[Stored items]

# # # #

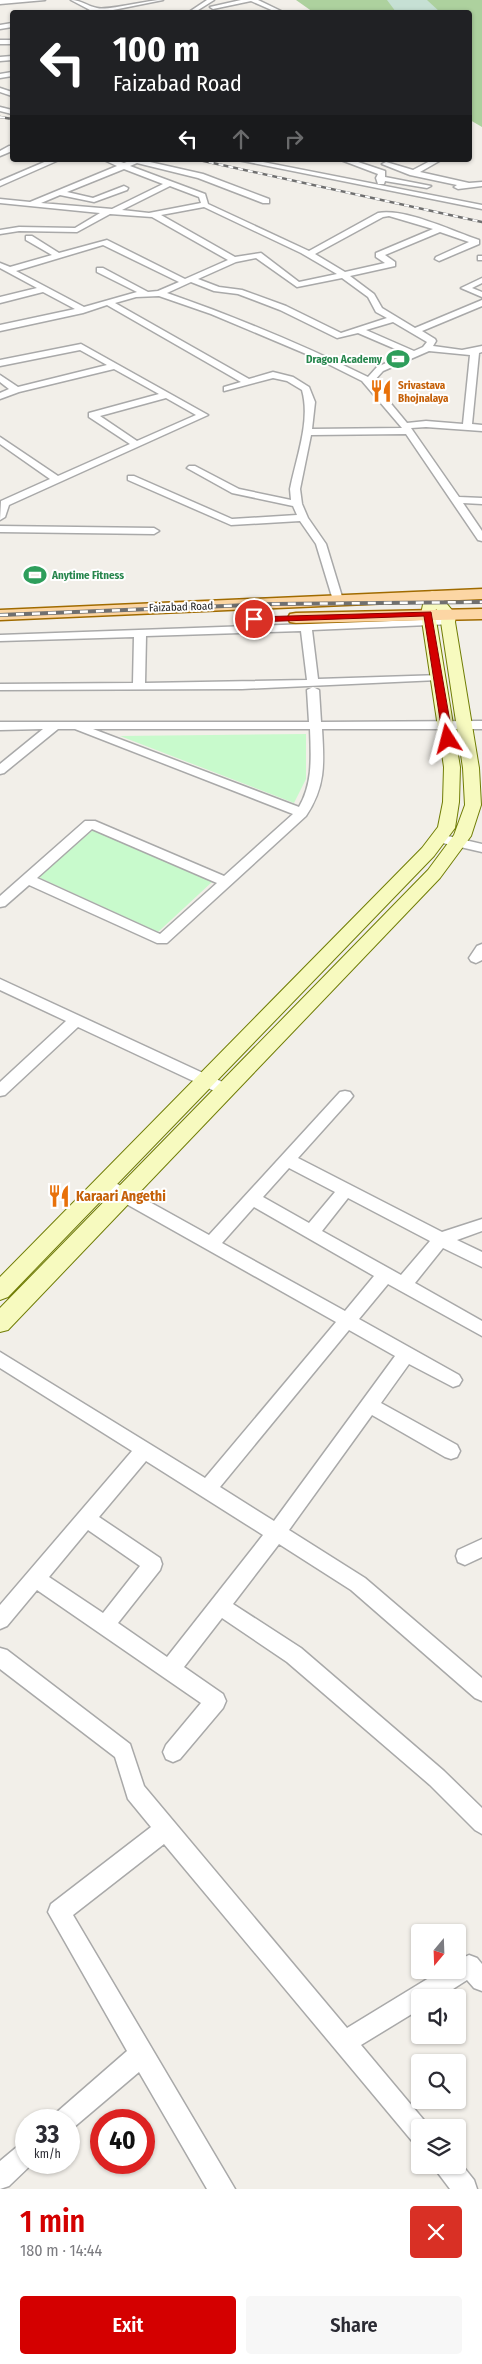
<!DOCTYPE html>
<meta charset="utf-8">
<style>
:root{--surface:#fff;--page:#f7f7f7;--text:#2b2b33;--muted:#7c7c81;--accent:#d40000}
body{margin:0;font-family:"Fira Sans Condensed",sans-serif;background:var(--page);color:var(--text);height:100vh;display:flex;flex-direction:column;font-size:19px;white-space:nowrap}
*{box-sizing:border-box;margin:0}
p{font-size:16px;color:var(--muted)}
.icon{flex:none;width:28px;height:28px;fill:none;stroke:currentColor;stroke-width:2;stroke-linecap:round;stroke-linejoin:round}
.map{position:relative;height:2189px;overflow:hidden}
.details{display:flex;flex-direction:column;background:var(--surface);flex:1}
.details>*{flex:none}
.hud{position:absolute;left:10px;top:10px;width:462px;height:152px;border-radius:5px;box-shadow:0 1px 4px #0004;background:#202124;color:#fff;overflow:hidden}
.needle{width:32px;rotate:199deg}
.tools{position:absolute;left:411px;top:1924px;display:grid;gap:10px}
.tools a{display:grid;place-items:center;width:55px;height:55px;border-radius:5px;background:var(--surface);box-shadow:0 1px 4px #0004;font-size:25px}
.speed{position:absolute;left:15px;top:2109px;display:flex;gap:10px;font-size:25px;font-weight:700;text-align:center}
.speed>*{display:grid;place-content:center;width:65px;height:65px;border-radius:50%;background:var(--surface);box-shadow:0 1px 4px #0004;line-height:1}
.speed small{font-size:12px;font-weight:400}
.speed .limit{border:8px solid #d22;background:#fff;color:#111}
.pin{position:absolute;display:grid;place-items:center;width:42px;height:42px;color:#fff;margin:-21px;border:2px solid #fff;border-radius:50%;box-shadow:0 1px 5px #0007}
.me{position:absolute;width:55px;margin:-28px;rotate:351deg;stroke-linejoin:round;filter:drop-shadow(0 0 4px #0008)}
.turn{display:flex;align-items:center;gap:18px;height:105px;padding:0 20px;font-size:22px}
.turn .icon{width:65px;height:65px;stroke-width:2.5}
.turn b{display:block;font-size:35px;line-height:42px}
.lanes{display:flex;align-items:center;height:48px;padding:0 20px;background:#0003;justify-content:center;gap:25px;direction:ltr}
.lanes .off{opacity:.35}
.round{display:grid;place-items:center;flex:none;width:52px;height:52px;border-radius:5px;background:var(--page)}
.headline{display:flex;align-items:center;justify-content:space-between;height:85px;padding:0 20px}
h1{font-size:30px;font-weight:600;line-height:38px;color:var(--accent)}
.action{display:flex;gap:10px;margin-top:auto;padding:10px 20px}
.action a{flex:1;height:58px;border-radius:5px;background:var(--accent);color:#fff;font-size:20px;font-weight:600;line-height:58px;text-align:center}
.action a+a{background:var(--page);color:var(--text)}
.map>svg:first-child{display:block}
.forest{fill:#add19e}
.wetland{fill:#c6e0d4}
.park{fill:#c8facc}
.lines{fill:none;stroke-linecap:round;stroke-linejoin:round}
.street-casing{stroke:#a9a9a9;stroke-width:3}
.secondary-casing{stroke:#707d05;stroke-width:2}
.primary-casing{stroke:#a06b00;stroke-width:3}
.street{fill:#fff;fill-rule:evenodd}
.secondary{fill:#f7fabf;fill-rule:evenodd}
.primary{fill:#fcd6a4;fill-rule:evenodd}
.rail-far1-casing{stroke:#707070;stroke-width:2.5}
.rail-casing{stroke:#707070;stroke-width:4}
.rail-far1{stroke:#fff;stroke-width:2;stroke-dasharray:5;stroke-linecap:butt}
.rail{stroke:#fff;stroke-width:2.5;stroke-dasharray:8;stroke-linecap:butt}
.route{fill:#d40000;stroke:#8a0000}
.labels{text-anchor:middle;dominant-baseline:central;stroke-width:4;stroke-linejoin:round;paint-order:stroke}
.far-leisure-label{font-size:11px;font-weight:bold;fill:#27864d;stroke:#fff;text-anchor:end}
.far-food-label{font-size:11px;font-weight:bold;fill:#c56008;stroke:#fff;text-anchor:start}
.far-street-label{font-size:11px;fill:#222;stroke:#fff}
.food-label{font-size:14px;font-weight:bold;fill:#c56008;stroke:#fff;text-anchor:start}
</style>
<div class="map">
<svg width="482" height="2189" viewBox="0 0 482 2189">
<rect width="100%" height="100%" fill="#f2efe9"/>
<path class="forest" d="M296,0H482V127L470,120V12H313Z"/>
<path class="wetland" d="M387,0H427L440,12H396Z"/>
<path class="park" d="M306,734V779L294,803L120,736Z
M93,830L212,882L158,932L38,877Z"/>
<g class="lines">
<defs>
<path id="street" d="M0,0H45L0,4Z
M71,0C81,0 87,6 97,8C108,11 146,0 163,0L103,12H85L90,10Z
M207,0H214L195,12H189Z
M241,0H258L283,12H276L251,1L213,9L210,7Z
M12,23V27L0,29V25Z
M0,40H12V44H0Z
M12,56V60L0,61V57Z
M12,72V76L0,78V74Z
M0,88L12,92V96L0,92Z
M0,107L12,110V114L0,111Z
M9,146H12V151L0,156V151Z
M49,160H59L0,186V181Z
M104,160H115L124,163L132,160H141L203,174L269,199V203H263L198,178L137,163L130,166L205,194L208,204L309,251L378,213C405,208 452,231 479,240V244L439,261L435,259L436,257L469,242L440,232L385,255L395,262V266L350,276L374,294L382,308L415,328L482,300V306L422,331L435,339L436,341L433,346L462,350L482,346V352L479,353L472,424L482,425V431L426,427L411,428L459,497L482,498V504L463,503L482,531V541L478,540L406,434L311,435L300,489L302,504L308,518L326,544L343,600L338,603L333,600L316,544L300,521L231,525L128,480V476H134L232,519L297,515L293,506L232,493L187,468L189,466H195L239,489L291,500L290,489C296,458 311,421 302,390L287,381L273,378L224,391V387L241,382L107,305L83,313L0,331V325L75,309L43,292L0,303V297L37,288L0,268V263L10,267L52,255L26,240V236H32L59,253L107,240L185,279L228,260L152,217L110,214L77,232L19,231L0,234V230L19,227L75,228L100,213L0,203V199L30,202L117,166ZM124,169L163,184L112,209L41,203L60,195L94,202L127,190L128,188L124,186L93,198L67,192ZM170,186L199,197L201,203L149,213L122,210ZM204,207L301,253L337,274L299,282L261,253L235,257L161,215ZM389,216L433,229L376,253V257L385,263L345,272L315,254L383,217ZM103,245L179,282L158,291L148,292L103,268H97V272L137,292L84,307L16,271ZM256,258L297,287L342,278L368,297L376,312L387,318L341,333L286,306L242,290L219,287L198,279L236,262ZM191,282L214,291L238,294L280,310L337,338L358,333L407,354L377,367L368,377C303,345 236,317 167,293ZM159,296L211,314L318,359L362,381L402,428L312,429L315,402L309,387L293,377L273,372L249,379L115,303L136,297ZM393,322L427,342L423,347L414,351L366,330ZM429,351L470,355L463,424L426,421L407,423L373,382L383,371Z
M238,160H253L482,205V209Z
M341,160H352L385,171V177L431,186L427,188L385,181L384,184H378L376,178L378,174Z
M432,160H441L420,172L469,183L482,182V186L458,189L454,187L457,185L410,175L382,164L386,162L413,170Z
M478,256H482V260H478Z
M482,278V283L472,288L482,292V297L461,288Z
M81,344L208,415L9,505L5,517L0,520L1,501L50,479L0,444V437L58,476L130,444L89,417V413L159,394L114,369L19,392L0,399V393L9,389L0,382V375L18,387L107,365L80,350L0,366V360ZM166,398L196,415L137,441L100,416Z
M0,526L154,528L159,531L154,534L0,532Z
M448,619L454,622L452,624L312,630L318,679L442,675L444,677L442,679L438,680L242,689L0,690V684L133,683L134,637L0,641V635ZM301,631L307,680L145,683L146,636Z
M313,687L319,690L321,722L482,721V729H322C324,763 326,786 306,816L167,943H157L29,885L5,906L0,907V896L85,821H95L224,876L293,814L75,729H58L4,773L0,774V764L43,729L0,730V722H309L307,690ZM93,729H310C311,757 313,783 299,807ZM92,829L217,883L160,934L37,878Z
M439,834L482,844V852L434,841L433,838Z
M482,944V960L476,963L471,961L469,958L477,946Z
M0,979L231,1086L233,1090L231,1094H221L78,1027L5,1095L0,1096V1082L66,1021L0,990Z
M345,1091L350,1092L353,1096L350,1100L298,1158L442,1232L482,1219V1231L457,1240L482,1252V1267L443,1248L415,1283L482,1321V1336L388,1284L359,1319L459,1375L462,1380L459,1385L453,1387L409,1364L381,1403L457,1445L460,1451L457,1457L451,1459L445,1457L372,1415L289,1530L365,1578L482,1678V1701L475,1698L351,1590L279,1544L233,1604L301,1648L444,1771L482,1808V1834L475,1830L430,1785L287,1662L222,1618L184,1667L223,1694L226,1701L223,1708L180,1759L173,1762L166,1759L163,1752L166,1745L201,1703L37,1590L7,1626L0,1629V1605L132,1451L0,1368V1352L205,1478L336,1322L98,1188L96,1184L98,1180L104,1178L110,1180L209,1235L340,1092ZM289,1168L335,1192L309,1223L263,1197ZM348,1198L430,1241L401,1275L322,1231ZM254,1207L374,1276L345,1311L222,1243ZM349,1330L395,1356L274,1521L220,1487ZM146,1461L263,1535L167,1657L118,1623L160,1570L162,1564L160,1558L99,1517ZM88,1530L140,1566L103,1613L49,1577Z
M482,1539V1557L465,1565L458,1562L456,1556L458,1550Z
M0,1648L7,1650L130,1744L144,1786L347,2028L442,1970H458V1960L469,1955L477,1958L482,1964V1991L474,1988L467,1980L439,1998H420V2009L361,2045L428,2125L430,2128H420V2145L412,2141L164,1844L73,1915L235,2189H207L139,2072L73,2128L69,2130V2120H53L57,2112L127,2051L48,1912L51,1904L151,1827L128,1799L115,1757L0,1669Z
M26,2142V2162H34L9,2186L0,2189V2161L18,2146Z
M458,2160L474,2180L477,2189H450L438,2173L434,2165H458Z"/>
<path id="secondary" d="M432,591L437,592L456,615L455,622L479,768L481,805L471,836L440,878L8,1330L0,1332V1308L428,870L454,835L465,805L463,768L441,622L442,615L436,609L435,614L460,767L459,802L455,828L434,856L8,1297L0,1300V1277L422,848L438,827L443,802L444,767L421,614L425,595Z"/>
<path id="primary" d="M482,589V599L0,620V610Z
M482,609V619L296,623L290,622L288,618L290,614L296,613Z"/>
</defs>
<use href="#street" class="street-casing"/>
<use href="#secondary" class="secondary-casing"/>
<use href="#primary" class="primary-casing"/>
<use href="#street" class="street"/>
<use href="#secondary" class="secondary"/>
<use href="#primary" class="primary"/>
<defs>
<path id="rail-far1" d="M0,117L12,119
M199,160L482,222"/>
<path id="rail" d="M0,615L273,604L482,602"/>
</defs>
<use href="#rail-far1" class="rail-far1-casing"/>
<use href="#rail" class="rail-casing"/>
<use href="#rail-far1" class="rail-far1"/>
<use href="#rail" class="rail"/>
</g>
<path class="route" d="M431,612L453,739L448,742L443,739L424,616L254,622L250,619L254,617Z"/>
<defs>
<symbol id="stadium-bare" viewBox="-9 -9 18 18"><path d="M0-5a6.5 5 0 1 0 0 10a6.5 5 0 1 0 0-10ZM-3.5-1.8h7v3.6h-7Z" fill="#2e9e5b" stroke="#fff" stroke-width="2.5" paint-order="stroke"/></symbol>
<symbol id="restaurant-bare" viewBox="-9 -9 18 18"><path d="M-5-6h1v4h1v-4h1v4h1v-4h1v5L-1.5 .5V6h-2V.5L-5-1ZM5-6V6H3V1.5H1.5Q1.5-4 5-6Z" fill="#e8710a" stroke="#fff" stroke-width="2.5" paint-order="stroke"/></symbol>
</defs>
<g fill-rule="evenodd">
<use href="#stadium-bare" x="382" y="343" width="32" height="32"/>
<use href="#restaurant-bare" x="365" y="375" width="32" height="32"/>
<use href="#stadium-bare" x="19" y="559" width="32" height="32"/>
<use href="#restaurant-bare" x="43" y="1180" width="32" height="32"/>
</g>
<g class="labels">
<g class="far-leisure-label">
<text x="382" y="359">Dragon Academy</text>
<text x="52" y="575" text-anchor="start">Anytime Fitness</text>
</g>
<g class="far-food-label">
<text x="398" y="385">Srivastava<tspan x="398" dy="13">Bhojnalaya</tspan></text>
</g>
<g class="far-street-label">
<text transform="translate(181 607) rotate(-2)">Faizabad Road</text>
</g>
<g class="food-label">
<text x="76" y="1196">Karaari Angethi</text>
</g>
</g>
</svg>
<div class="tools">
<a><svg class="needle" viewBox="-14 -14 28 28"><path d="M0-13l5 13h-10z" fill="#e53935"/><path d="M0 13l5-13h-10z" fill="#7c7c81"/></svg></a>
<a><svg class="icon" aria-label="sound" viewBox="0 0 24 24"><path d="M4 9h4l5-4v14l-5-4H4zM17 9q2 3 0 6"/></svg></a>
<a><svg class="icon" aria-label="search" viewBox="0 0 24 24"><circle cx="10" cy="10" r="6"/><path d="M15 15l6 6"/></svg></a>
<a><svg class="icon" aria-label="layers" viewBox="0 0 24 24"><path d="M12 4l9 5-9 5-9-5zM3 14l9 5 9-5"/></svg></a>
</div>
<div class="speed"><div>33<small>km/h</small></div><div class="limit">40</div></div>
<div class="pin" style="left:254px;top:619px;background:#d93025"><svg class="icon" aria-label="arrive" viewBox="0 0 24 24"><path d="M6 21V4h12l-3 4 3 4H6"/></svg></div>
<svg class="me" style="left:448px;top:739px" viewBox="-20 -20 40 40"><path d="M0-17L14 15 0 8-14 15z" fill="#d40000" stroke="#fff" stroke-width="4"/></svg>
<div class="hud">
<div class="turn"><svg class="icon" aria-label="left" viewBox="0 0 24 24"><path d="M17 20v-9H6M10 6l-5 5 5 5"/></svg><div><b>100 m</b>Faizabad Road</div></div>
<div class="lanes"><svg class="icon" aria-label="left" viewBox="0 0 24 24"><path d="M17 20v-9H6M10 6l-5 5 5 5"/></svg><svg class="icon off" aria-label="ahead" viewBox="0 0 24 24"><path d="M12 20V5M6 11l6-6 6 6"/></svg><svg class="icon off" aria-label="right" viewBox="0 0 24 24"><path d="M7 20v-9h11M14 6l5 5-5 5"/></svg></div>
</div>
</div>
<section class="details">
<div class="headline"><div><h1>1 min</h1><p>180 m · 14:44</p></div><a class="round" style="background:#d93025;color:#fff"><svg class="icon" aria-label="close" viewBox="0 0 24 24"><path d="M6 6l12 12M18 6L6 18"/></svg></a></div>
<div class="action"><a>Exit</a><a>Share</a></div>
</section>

# # # #

PROBLEM DESCRIPTION. Pull out every line of the records above that contains the word "dasharray".

ANSWER TO THIS EXERCISE.
.rail-far1{stroke:#fff;stroke-width:2;stroke-dasharray:5;stroke-linecap:butt}
.rail{stroke:#fff;stroke-width:2.5;stroke-dasharray:8;stroke-linecap:butt}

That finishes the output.